Luxury Housing: The Silver Lining in a Stormy Market?
It wasn’t too long ago when speculators dove into the real estate market to turn a quick profit by flipping homes. While those days are dwindling as the market cools, the luxury residential market is proving to be the silver lining in a stormy market.
Why is this market holding strong? High-end buyers, buoyed by abundant wealth, and basking in increased business profits realized in 2006, are fueling demand for luxury homes.
“Strong corporate profits….and a global commodities boom helped grow fortunes and sparked a surge of demand for trophy homes in 2006,” said Waco Moore, Vice President of The Institute for Luxury Home Marketing in a Mortgage News Daily article in January 2007.
“Record Wall Street bonuses will jump-start 2007 luxury sale in New York,” predicted Moore, “and, we’ll see spillover into other markets as well.”
Luxury homes are just one example of the luxury goods and services in demand, Moore continued, citing record art house sales and waiting lists for custom-built yachts and private planes. “Around the world, from Russia to Great Britain,” he said, “there is a super rich group with wants, needs and the wealth to satisfy those desires.”
Luxury home developers are also forecasting a profitable future in the luxury home market.

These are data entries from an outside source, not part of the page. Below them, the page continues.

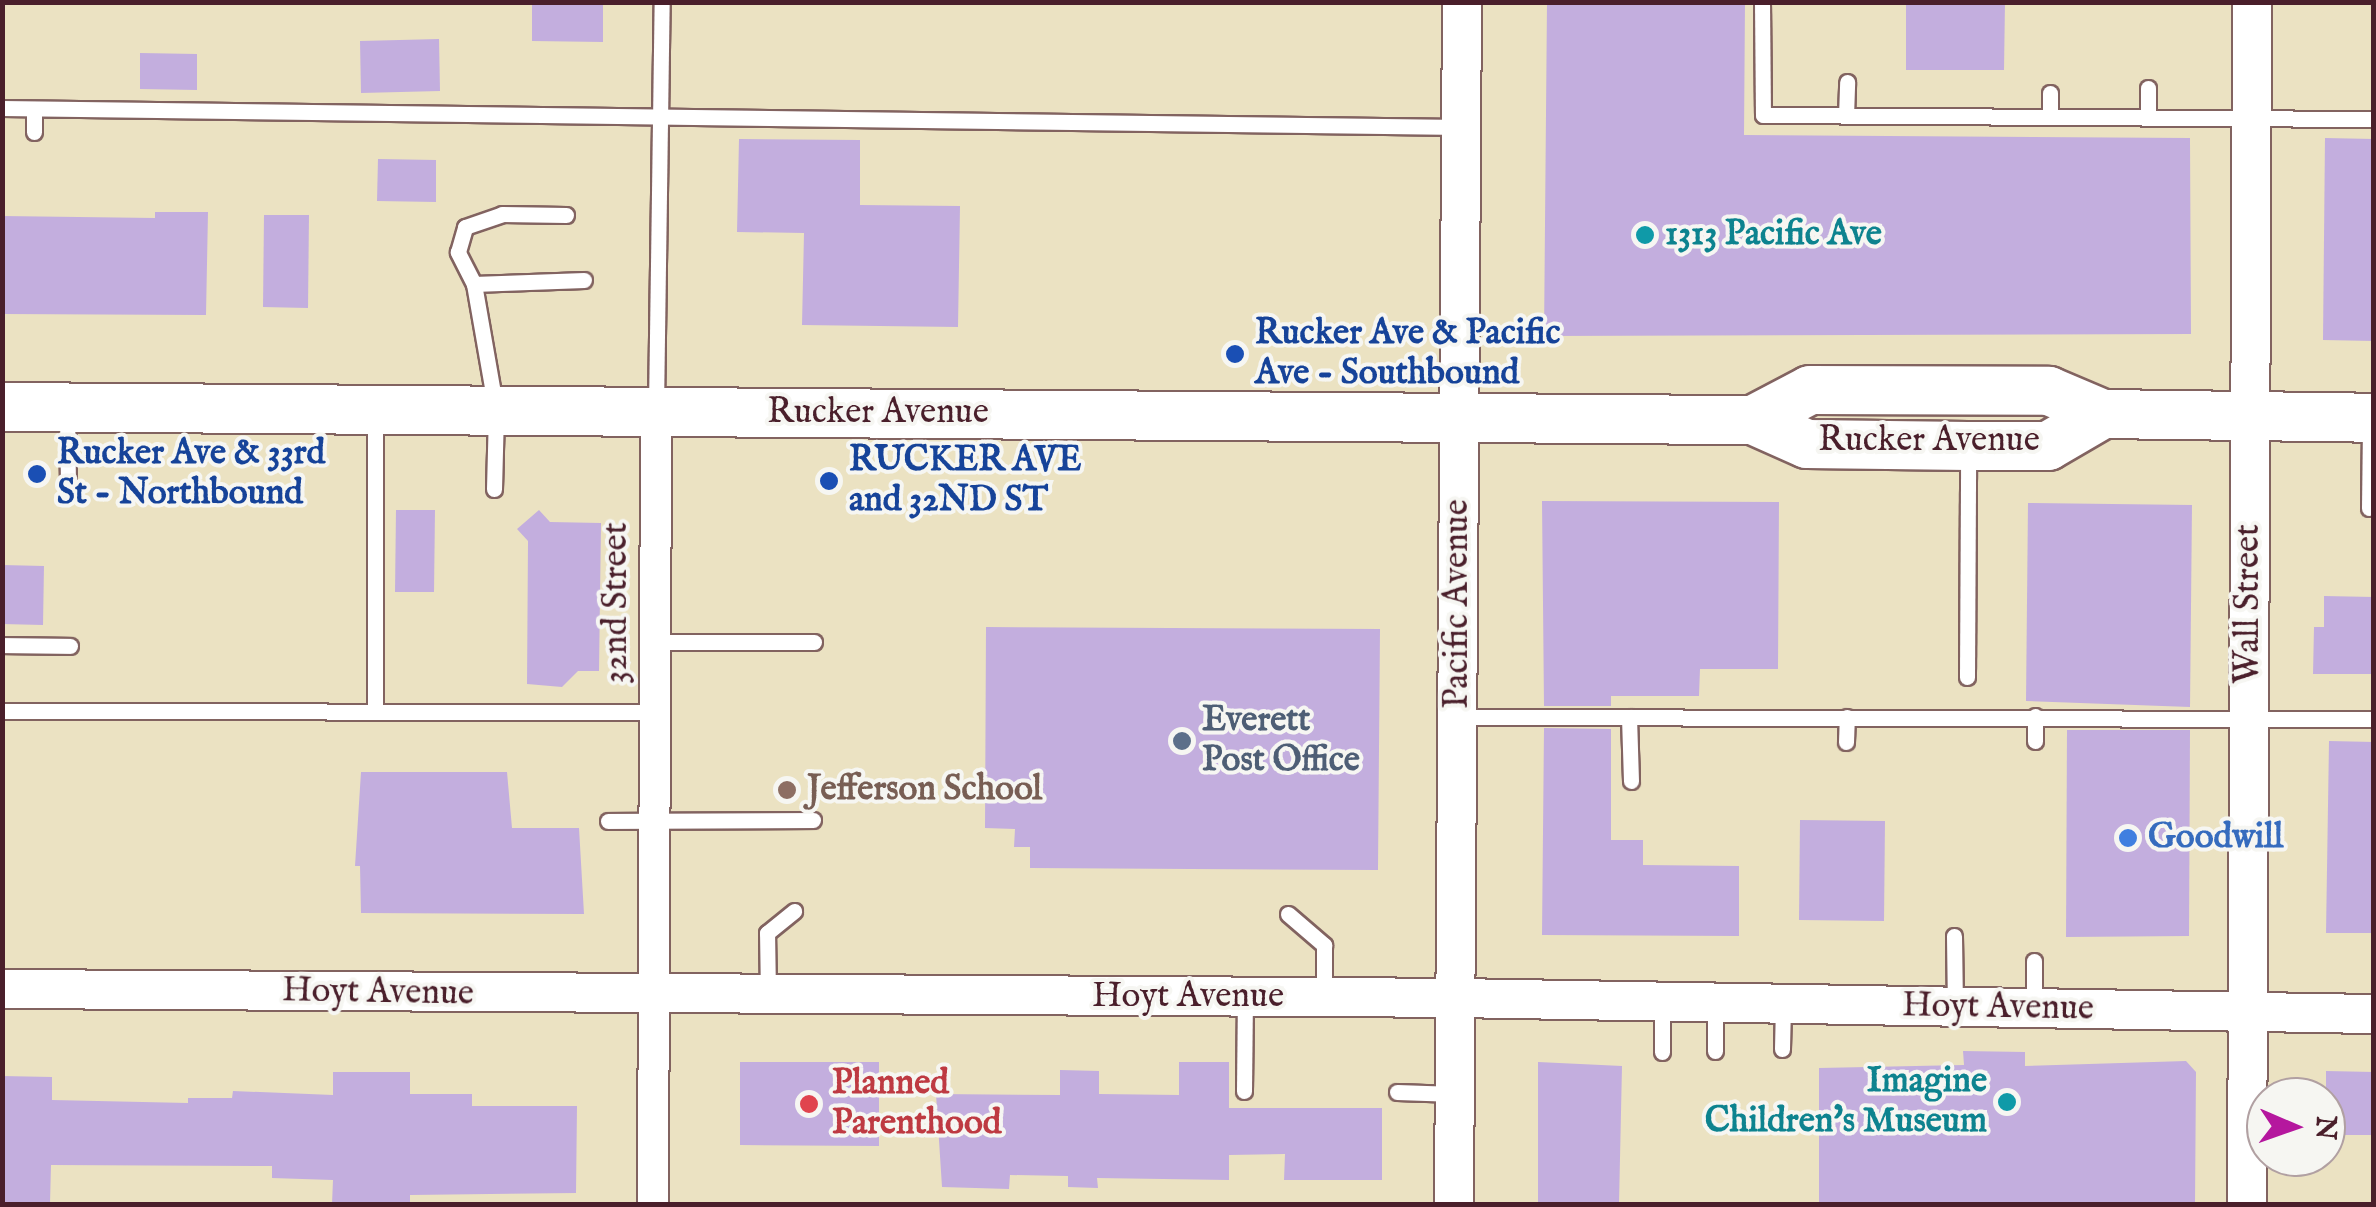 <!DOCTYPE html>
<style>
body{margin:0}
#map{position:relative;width:2376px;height:1207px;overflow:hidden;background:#ebe2c2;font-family:"IM FELL English",serif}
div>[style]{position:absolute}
.building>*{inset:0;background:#c3aede}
.roads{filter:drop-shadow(2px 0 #826360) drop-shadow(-2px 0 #826360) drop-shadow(0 2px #826360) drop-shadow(0 -2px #826360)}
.service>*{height:15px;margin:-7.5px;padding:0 7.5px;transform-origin:7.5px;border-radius:7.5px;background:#fff}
.minor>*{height:30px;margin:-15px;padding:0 15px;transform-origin:15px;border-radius:15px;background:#fff}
.tertiary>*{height:38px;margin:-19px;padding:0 19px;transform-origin:19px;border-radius:19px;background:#fff}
.primary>*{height:48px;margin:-24px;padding:0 24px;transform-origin:24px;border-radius:24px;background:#fff}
.dots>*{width:28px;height:28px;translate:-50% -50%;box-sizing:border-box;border:5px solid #f6f6f2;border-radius:50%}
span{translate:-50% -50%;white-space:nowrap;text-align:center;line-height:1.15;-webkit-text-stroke:8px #f6f6f2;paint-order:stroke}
.culture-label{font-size:35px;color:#0d838f;font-weight:700}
.left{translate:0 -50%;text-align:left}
.right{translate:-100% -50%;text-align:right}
.transit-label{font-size:35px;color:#164399;font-weight:700}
.street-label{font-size:35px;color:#4a1f2b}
.service-label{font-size:35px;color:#4e5e75;font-weight:700}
.education-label{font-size:35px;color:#785e54;font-weight:700}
.shop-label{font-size:35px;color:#366cbe;font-weight:700}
.health-label{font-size:35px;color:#be3a42;font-weight:700}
.frame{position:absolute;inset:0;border:5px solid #4a1f2b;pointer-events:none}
.north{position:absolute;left:2246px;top:1077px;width:100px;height:100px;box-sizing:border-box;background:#f6f6f2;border:2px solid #b1a0a2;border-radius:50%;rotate:92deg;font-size:28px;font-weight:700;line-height:40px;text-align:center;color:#4a1f2b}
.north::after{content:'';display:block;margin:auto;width:35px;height:45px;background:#b5179e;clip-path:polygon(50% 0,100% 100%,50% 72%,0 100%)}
</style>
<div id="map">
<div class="building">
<div style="clip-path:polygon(532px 2px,603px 2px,603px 42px,532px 41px)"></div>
<div style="clip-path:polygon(1547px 2px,1745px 2px,1744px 135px,2190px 138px,2191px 334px,1544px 336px)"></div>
<div style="clip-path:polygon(1906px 2px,2005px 2px,2004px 70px,1906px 70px)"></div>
<div style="clip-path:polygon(439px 39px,440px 91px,361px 93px,360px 41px)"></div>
<div style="clip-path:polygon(140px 53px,197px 54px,197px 90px,140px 89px)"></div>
<div style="clip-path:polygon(2325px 138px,2374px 139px,2374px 341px,2323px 340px)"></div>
<div style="clip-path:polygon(739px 139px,860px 140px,860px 205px,960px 206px,958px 327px,802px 325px,804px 233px,737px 232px)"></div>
<div style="clip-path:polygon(378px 159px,436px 160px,436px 202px,377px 201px)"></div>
<div style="clip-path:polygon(155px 212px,208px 212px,206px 315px,2px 314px,2px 216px,155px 218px)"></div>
<div style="clip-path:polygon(264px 215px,309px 215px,308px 308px,263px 307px)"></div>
<div style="clip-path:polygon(1542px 501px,1779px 502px,1778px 669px,1700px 669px,1699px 696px,1611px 696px,1611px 706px,1544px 706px)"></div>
<div style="clip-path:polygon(2028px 503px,2192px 505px,2190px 707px,2026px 701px)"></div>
<div style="clip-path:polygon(396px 510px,435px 510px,434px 592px,395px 592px)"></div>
<div style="clip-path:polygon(539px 510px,550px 522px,601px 523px,599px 671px,578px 671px,562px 687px,527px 684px,528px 541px,517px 529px)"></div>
<div style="clip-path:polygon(2px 565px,44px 566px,43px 625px,2px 624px)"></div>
<div style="clip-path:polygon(2324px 596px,2374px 597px,2374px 674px,2313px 674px,2314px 627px,2324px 627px)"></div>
<div style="clip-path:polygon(986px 627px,1380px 629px,1378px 870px,1030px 868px,1030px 847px,1014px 847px,1015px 829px,985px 828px)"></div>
<div style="clip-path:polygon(1544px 728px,1611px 729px,1611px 840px,1643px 840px,1643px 865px,1739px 866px,1739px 936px,1542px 935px)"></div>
<div style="clip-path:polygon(2067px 730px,2190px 730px,2189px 936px,2066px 937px)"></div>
<div style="clip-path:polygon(2329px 741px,2374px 742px,2374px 933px,2326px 933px)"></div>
<div style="clip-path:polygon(361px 772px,507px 772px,512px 828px,579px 828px,584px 914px,361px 913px,360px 866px,355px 866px)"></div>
<div style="clip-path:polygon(1800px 820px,1885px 821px,1884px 921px,1799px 920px)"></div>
<div style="clip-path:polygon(1963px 1051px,2025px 1052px,2025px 1066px,2186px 1061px,2196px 1072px,2195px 1204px,1819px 1204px,1819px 1068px,1964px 1065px)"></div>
<div style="clip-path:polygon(740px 1062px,879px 1062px,879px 1146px,740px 1145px)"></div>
<div style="clip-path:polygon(1179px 1062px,1229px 1062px,1229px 1108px,1382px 1108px,1382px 1180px,1284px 1180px,1285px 1154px,1229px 1155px,1229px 1180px,1097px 1178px,1098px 1188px,1068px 1187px,1068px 1176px,1010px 1175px,1009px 1189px,942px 1187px,936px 1094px,1060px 1095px,1060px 1070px,1099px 1071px,1099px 1094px,1179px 1095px)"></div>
<div style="clip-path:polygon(1538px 1062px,1622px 1066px,1619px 1204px,1538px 1204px)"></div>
<div style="clip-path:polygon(2326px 1071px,2374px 1072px,2374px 1135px,2326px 1135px)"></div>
<div style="clip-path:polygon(333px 1072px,410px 1072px,410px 1094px,472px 1094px,472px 1106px,577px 1106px,576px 1193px,410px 1195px,410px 1204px,332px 1204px,333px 1180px,272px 1178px,272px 1166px,51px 1165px,50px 1204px,2px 1204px,2px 1076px,52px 1077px,52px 1100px,188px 1103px,188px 1098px,232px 1098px,233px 1091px,333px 1095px)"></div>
</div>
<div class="roads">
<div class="service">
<div style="left:1762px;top:2px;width:113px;rotate:89.5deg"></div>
<div style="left:1763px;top:115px;width:611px;rotate:0.38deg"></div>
<div style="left:2px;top:108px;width:1460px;rotate:0.75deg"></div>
<div style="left:34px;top:109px;width:23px;rotate:90deg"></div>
<div style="left:2050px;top:115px;width:22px;rotate:-90deg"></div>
<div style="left:1846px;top:116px;width:34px;rotate:-88deg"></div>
<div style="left:2148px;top:116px;width:28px;rotate:-90deg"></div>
<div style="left:474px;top:284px;width:36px;rotate:-117deg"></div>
<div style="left:458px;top:252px;width:26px;rotate:-74deg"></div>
<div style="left:465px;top:227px;width:39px;rotate:-19deg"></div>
<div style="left:502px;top:214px;width:64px;rotate:0.9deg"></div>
<div style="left:656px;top:408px;width:406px;rotate:-89.2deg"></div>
<div style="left:67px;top:412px;width:73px;rotate:89.2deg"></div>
<div style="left:375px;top:414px;width:298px;rotate:90deg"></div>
<div style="left:494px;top:489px;width:79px;rotate:-88.5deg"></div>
<div style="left:496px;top:410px;width:128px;rotate:-99.9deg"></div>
<div style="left:474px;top:284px;width:110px;rotate:-2.1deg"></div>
<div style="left:2369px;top:508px;width:86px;rotate:-89.3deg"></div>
<div style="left:655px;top:642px;width:159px"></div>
<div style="left:2px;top:645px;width:68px;rotate:0.8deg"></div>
<div style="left:1967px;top:677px;width:227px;rotate:-89.7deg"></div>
<div style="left:2px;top:711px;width:653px;rotate:0.09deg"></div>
<div style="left:2035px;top:716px;width:25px;rotate:90deg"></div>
<div style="left:1458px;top:717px;width:916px;rotate:0.13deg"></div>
<div style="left:1629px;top:717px;width:64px;rotate:88.2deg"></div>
<div style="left:1846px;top:742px;width:25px;rotate:-88deg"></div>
<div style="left:608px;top:821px;width:205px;rotate:-0.3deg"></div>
<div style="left:1288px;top:914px;width:48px;rotate:40.7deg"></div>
<div style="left:1324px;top:945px;width:53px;rotate:90deg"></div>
<div style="left:1954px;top:936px;width:71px;rotate:89.2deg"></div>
<div style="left:2034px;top:961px;width:48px;rotate:90deg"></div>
<div style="left:768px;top:994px;width:61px;rotate:-90.9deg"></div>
<div style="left:767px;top:933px;width:35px;rotate:-39deg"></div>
<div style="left:1782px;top:1049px;width:45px;rotate:-88.7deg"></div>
<div style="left:1715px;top:1051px;width:46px;rotate:-90deg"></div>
<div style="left:1662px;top:1052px;width:50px;rotate:-90deg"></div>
<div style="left:1244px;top:1091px;width:93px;rotate:-89.4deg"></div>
<div style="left:1397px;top:1092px;width:58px;rotate:2deg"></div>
</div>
<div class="minor">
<div style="left:653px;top:1204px;width:792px;rotate:-89.78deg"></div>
</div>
<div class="tertiary">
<div style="left:2px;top:989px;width:1453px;rotate:0.35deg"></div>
<div style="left:1455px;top:998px;width:919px;rotate:1deg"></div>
<div style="left:1454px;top:1204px;width:1202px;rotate:-89.62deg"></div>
<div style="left:2247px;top:1204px;width:1202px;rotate:-89.76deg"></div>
</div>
<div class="primary">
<div style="left:2px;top:407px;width:1751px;rotate:0.43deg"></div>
<div style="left:1753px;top:420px;width:59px;rotate:24deg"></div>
<div style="left:1807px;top:444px;width:161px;rotate:0.7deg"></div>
<div style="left:1968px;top:446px;width:80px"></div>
<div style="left:2048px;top:446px;width:64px;rotate:-30.2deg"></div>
<div style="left:1753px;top:420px;width:64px;rotate:-27.8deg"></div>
<div style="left:1810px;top:390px;width:239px;rotate:0.2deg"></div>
<div style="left:2049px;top:391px;width:59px;rotate:23.1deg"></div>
<div style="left:2103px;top:414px;width:271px;rotate:0.8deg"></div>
</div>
</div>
<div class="dots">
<div style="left:1645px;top:235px;background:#0f9aa8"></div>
<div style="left:1235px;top:354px;background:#1a4fb4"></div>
<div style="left:37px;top:474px;background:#1a4fb4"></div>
<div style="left:829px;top:481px;background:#1a4fb4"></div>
<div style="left:1182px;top:741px;background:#5c6f8a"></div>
<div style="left:787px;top:790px;background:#8d6e63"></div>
<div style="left:2128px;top:838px;background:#3f7fe0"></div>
<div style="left:2007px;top:1102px;background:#0f9aa8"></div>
<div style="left:809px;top:1104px;background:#e0444e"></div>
</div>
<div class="culture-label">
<span class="left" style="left:1665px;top:235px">1313 Pacific Ave</span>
<span class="right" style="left:1987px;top:1102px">Imagine<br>Children's Museum</span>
</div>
<div class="transit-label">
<span class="left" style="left:1255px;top:354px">Rucker Ave &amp; Pacific<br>Ave - Southbound</span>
<span class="left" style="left:57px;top:474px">Rucker Ave &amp; 33rd<br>St - Northbound</span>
<span class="left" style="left:849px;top:481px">RUCKER AVE<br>and 32ND ST</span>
</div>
<div class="street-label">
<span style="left:878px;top:413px">Rucker Avenue</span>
<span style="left:1929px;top:441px">Rucker Avenue</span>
<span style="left:617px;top:603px;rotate:-90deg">32nd Street</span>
<span style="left:1458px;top:604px;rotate:-90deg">Pacific Avenue</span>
<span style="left:2249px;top:604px;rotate:-90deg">Wall Street</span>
<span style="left:378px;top:993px;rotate:1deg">Hoyt Avenue</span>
<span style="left:1188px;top:997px">Hoyt Avenue</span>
<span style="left:1998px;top:1008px;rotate:1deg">Hoyt Avenue</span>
</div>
<div class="service-label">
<span class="left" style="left:1202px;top:741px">Everett<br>Post Office</span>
</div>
<div class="education-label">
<span class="left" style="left:807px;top:790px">Jefferson School</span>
</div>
<div class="shop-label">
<span class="left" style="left:2148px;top:838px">Goodwill</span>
</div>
<div class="health-label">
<span class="left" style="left:832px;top:1104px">Planned<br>Parenthood</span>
</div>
<div class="frame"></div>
<div class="north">N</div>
</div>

In a Barron’s Online article, developer William Zeckenorf, who is building one of the most highly anticipated luxury buildings in New York City, stated, “From my vantage point, the super-luxury market is as strong as I’ve seen it.”
The reason for the market’s health, Zeckendorf, explained, is “There are very few great homes in this country, and an awful lot of people who have come into extraordinary wealth. In fact, there are now some 35,000 people in North America whose net worth, excluding their primary residences, exceed $30 million, according to a study by consultant Capgemini and Merrill Lynch.”
Zeckendorf’s optimism was echoed by John Karevoll in a January 2007 Naples News article. Karevoll is an analyst with DataQuick Information Systems Inc., which tracks the housing industry.
In a January 2007 New York Times article, Stribling Private Brokerage Director Kirk Henckels stated, “It’s not just the Wall Street bonuses—there is just so much liquidity in the market.” Henckels, who released a report on the luxury residential market, said the high-end market has been setting the pace for the rest of the market in the new year.
The Stribling report showed 2006 as a record-setting year in co-ops, in particular those above $5 million. Records filed with the New York City Department of Finance showed 38 January sales of co-ops, condos, and town houses for at least $5 million reported as of mid-February, with a combined value of $382 million. In January 2006, only 16 such sales, worth $124 million, were reported by mid-February.
In addition to steady purchases of luxury co-ops, condos and town houses, high-end buyers are also gravitating to unique, exclusive vacation homes located in markets where growth is limited.
In the span of a single day in January 2007, buyers consumed 25 condo units at the Club at Spanish Peaks in Montana, a location where no more than 49 units were planned near the 18th hole of the Tom Weiskoff-designed golf course and quad lift, according to an April 2007 article in Worth magazine.